What, on earth, are virtual types?
I find the best way to think of virtual types is that they are an efficient way of making multiple flavours of a single class type without needing to declare them explicitly in your module code.
The example above is a good starting point found in the Magento wish-list module. Notice the making of a virtual type of the default Session Storage class. The difference here is Magento is creating a new flavour of the same class, but this time in a different namespace. There is a lot more going on in that file than the snippet I’ve shown above, but it’s a good starting point. Rather than having to declare an entire php class, extend the parent and give different constructor arguments, the same can be achieved by declaring it with a couple of lines in xml. During compilation, Magento will whip-up a fresh version of the parent class, but with your constructor arguments, name, namespace, the works! This unique feature of Magento 2 has become quite useful in our own projects at C3, when we wanted to create different log files in our custom modules.
As a fun project, let’s say we want to create a custom logger for each custom module we create for our Magento project. This custom logger will log to a custom log file for each module.
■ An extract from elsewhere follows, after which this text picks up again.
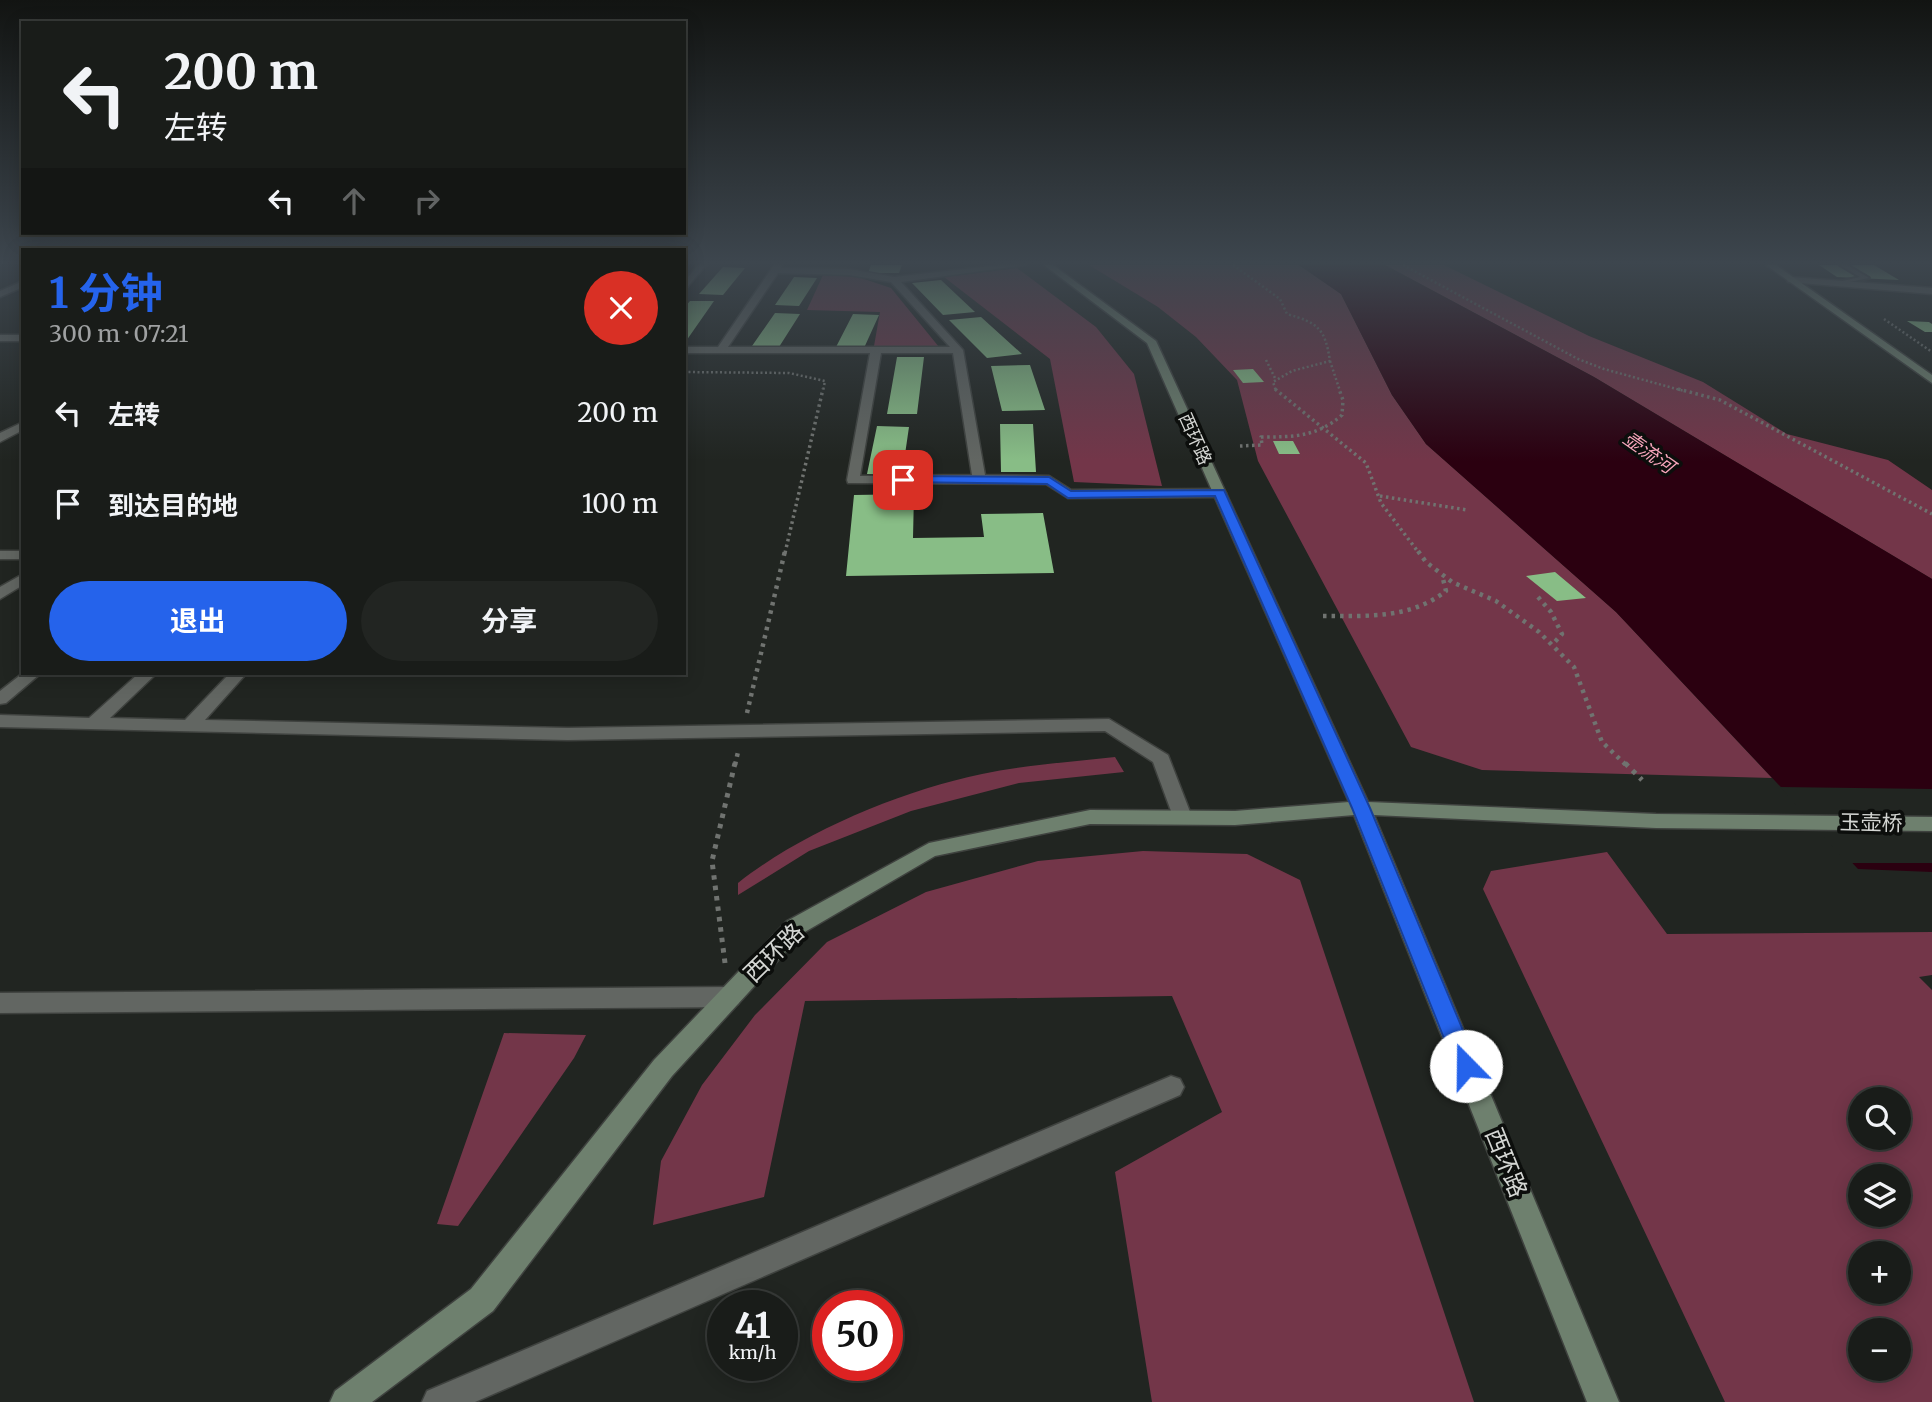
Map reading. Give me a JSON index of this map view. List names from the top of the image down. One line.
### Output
{"streets":{"main road":["西环路","玉壶桥"]},"crossings":[["西环路","玉壶桥"]],"water":["壶流河"],"page":{"turn":["200 m","左转"],"heading":["1 分钟","300 m · 07:21"],"list":[{"name":"左转","value":"200 m"},{"name":"到达目的地","value":"100 m"}],"buttons":["退出","分享"],"map_buttons":["+","−"],"speed":"41 km/h","limit":"50"}}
There were two ways to go about this.
- The more traditional approach; create a single parent custom logger class, then declare separate child classes in each of our modules, ensuring to extend the parent, and declare a different log file location for each module.
- Virtual types! Like approach 1, we can create a single parent custom logger class, however in each of our modules, simply declare a virtual type of the original, passing in the log file name to each, and let Magento compilation handle the rest.
Given that as developers, we like the most efficient (lazy) way of doing things, let’s opt with option 2.
Here are a couple of screenshots of us utilizing this approach. As you can see we’re creating virtual types of the Magento default Monolog class and filesystem handler, but creating different log file location for our new logger called \A\New\Virtual\Logger
Now Magento will perform its magic by automatically creating these two new ‘virtual’ classes for us, which inherit from the ‘type’ of class specified in the xml declaration of the virtual type.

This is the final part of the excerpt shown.